Work to be completed: Line by line, copy out the entries exactly and leave the pictures behind.

[Records from a data source]
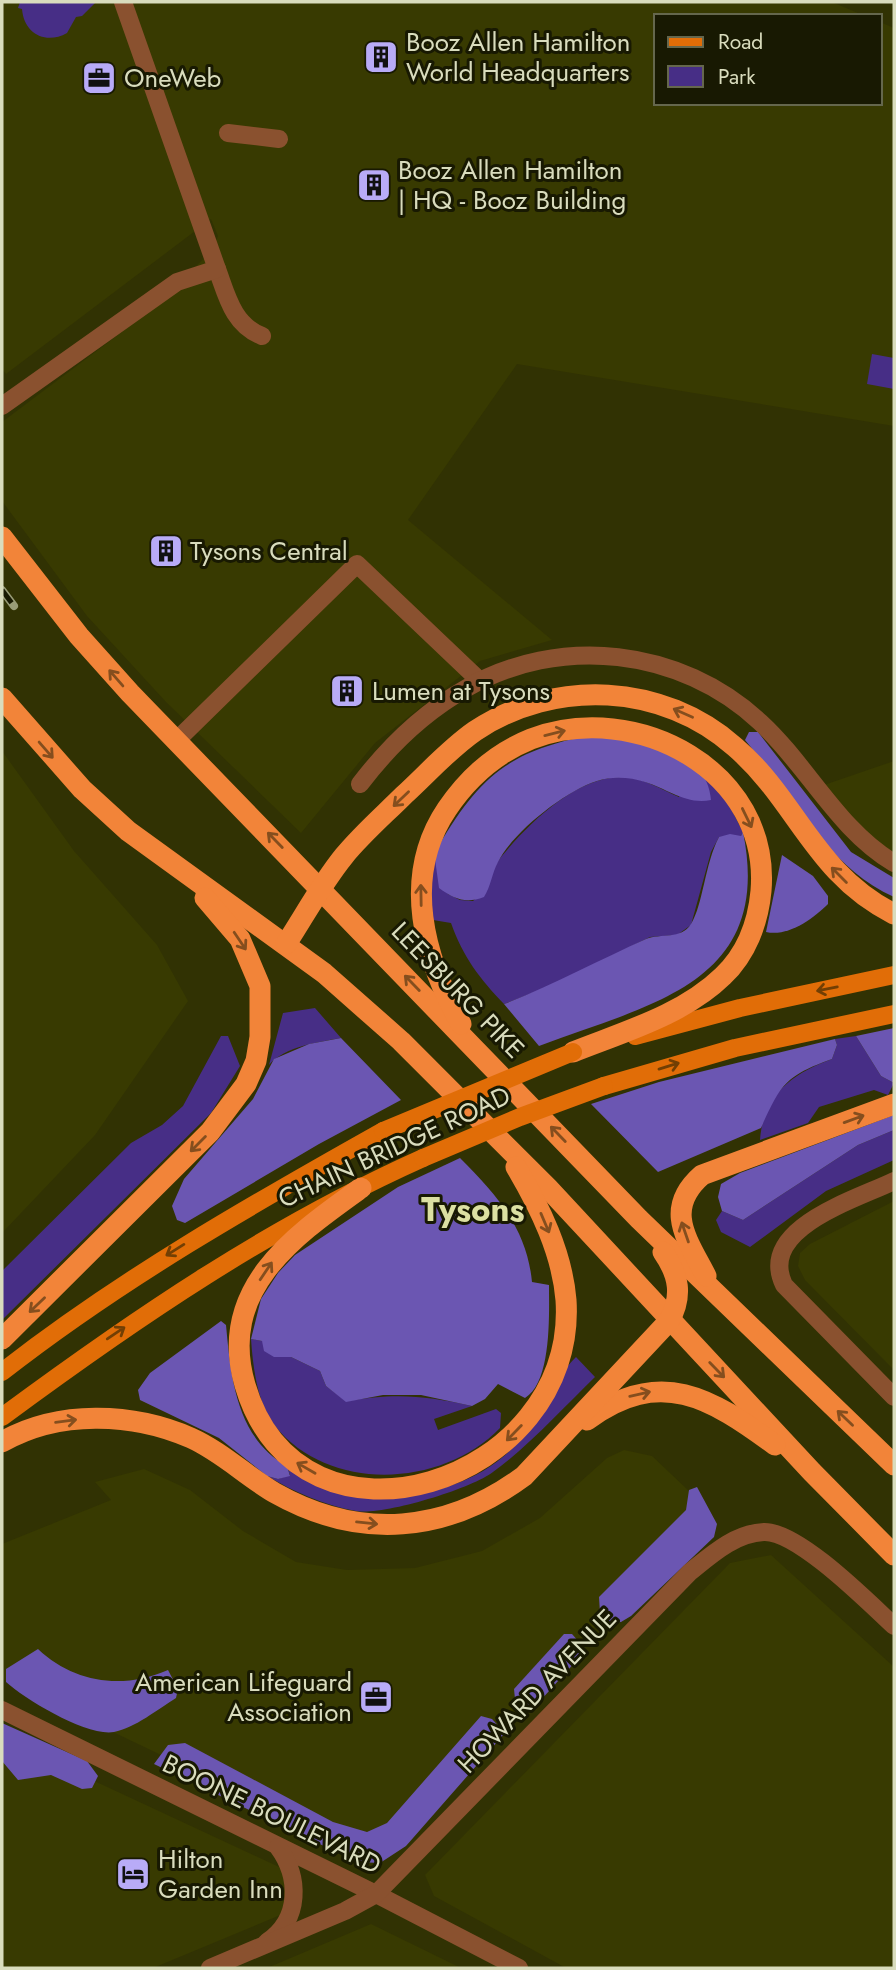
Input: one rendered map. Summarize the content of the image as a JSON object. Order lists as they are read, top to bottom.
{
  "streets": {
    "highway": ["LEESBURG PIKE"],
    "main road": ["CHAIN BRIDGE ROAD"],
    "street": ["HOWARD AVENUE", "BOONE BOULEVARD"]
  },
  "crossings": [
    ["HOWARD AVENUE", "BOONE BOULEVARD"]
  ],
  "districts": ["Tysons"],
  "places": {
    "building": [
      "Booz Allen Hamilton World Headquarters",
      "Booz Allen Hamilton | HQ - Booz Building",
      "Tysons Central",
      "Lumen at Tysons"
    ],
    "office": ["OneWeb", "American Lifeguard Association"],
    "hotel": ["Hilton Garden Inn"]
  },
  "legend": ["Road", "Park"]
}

Response to the task:
Input: one rendered map. Summarize the content of the image as a JSON object. Order lists as they are read, top to bottom.
{
  "streets": {
    "highway": ["LEESBURG PIKE"],
    "main road": ["CHAIN BRIDGE ROAD"],
    "street": ["HOWARD AVENUE", "BOONE BOULEVARD"]
  },
  "crossings": [
    ["HOWARD AVENUE", "BOONE BOULEVARD"]
  ],
  "districts": ["Tysons"],
  "places": {
    "building": [
      "Booz Allen Hamilton World Headquarters",
      "Booz Allen Hamilton | HQ - Booz Building",
      "Tysons Central",
      "Lumen at Tysons"
    ],
    "office": ["OneWeb", "American Lifeguard Association"],
    "hotel": ["Hilton Garden Inn"]
  },
  "legend": ["Road", "Park"]
}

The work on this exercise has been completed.